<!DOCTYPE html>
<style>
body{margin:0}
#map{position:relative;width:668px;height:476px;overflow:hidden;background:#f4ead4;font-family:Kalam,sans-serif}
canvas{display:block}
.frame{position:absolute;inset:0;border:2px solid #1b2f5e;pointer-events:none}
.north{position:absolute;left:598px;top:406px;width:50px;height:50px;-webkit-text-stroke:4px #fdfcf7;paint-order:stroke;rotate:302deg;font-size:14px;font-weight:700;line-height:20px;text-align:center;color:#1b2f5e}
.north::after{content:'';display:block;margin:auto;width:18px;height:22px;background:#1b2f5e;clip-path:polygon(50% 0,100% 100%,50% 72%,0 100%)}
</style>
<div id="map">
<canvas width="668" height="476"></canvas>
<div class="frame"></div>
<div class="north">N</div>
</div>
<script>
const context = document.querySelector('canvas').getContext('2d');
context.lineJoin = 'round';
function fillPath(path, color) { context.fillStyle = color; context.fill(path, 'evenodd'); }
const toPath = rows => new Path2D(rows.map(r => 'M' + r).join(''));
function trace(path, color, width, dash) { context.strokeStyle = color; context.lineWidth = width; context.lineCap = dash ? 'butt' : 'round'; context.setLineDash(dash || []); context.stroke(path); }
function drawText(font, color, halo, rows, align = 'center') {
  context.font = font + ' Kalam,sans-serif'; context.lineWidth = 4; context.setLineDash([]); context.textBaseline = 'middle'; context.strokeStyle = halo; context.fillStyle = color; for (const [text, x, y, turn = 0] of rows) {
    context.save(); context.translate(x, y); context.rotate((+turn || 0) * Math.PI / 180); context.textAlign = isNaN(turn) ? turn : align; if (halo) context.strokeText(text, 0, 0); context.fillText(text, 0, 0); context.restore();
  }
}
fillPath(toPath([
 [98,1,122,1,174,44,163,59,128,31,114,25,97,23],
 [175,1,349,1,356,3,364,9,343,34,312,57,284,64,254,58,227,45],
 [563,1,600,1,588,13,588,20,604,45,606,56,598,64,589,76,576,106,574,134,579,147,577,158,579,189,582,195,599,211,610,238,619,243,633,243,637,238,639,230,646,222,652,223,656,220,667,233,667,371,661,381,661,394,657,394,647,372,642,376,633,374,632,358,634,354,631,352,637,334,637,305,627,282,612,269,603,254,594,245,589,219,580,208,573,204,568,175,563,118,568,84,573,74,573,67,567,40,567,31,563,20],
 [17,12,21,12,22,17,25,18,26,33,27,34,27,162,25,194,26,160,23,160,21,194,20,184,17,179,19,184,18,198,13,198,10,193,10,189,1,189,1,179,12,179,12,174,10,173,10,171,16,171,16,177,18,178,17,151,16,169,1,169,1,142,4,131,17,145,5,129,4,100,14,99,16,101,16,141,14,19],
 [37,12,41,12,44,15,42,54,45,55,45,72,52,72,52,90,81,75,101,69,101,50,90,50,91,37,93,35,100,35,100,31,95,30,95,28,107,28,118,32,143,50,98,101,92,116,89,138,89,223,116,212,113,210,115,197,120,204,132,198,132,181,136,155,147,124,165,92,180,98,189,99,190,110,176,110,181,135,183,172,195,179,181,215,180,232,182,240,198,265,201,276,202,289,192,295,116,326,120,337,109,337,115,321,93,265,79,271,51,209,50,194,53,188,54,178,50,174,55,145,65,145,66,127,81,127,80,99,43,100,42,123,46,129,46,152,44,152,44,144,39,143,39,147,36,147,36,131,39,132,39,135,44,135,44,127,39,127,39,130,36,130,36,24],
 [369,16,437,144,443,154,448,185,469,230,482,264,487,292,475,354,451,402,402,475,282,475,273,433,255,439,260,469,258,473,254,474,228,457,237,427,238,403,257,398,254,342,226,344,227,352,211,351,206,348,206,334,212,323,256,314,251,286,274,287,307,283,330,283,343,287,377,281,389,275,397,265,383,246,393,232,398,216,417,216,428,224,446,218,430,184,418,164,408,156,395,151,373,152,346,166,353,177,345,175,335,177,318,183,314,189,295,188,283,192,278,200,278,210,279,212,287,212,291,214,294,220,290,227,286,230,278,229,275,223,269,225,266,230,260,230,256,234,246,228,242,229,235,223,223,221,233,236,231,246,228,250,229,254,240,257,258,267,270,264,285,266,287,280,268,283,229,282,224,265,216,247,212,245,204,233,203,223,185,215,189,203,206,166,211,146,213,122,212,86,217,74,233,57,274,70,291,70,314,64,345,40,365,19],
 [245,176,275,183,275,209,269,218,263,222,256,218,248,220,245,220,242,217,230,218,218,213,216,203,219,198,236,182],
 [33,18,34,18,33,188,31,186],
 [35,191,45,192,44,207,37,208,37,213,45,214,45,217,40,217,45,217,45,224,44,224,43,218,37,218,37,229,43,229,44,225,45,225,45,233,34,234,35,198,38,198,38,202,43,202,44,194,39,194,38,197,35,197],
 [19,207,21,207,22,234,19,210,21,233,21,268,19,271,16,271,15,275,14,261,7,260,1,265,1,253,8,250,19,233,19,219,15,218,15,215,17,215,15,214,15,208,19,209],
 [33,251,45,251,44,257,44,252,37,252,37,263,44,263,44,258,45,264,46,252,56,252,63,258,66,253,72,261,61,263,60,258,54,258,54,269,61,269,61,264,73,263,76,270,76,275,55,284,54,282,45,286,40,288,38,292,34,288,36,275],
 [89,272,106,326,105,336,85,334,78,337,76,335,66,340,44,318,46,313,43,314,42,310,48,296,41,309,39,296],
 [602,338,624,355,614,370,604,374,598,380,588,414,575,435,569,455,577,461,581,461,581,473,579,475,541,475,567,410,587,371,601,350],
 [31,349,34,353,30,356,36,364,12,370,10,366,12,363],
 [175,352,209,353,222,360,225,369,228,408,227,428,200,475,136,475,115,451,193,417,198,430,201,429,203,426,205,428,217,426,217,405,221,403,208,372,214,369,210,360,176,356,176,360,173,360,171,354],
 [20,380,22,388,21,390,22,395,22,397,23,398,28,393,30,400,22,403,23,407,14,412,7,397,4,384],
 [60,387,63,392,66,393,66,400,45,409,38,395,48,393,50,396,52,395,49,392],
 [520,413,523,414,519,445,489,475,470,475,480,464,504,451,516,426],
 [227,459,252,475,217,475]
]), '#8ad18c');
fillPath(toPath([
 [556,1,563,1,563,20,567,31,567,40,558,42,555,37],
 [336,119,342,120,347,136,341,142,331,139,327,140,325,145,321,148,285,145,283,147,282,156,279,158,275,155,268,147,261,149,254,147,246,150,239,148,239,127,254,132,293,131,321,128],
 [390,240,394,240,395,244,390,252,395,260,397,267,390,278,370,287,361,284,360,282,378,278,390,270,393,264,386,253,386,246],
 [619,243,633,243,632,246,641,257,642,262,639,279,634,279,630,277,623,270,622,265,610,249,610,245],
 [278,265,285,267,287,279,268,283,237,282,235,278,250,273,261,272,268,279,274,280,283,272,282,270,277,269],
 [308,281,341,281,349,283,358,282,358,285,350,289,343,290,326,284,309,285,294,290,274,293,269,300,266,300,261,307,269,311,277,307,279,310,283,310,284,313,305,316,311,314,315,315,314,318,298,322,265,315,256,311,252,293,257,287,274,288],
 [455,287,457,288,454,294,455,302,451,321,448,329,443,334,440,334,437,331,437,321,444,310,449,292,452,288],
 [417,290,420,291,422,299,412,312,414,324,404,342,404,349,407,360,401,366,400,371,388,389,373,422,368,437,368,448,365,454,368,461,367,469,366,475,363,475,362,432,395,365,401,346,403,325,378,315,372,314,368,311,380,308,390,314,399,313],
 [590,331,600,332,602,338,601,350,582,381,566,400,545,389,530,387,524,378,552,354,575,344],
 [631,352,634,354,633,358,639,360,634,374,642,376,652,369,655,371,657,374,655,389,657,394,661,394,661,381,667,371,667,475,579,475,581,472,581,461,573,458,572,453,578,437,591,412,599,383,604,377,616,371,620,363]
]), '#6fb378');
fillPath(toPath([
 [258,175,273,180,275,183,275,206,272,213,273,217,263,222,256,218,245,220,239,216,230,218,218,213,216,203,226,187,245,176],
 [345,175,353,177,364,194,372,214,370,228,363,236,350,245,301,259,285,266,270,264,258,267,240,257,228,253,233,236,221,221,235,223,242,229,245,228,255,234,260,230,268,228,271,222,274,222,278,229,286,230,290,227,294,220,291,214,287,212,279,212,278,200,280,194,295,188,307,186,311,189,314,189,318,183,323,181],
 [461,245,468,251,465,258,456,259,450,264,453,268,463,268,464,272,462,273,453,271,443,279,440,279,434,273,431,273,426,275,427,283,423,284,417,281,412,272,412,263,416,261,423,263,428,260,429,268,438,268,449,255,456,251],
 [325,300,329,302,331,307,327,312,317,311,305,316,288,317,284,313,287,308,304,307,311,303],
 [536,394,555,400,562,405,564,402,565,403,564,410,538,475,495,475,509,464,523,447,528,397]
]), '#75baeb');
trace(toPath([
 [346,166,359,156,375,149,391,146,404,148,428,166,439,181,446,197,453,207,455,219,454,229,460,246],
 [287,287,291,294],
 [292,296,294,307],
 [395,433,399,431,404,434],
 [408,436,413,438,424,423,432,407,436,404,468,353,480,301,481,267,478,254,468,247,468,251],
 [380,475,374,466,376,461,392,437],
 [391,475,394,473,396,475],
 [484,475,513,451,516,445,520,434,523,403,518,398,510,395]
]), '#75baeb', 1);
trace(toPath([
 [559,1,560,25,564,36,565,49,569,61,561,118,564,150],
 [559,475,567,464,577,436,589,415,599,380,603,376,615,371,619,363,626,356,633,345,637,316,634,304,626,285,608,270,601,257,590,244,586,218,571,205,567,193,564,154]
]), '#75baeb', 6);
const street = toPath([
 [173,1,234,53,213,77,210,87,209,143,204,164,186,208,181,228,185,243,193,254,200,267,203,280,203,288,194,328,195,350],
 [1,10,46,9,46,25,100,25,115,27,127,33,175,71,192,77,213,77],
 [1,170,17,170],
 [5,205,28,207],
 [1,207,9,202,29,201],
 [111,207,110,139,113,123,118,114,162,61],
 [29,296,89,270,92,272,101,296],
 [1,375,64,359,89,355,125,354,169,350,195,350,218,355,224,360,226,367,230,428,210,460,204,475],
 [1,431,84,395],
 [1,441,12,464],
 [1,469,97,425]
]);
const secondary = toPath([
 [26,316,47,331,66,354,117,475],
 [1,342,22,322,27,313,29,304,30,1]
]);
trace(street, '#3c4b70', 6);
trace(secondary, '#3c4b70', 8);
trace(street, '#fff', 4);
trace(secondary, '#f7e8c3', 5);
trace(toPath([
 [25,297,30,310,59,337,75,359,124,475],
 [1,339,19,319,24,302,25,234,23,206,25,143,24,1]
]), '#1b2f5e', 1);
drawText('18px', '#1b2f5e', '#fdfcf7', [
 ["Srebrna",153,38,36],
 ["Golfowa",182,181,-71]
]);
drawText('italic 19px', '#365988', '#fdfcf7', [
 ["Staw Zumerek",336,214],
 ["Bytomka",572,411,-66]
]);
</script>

**WORK TO COMPLETE:** Would you please write out, exactly and with no other lines, the stretch of the listing above from the line containing "0,100% 100%,50% 72%,0" through the line containing "function drawText(font, color, halo, rows, align"?

**EXPECTED OUTPUT:**
.north::after{content:'';display:block;margin:auto;width:18px;height:22px;background:#1b2f5e;clip-path:polygon(50% 0,100% 100%,50% 72%,0 100%)}
</style>
<div id="map">
<canvas width="668" height="476"></canvas>
<div class="frame"></div>
<div class="north">N</div>
</div>
<script>
const context = document.querySelector('canvas').getContext('2d');
context.lineJoin = 'round';
function fillPath(path, color) { context.fillStyle = color; context.fill(path, 'evenodd'); }
const toPath = rows => new Path2D(rows.map(r => 'M' + r).join(''));
function trace(path, color, width, dash) { context.strokeStyle = color; context.lineWidth = width; context.lineCap = dash ? 'butt' : 'round'; context.setLineDash(dash || []); context.stroke(path); }
function drawText(font, color, halo, rows, align = 'center') {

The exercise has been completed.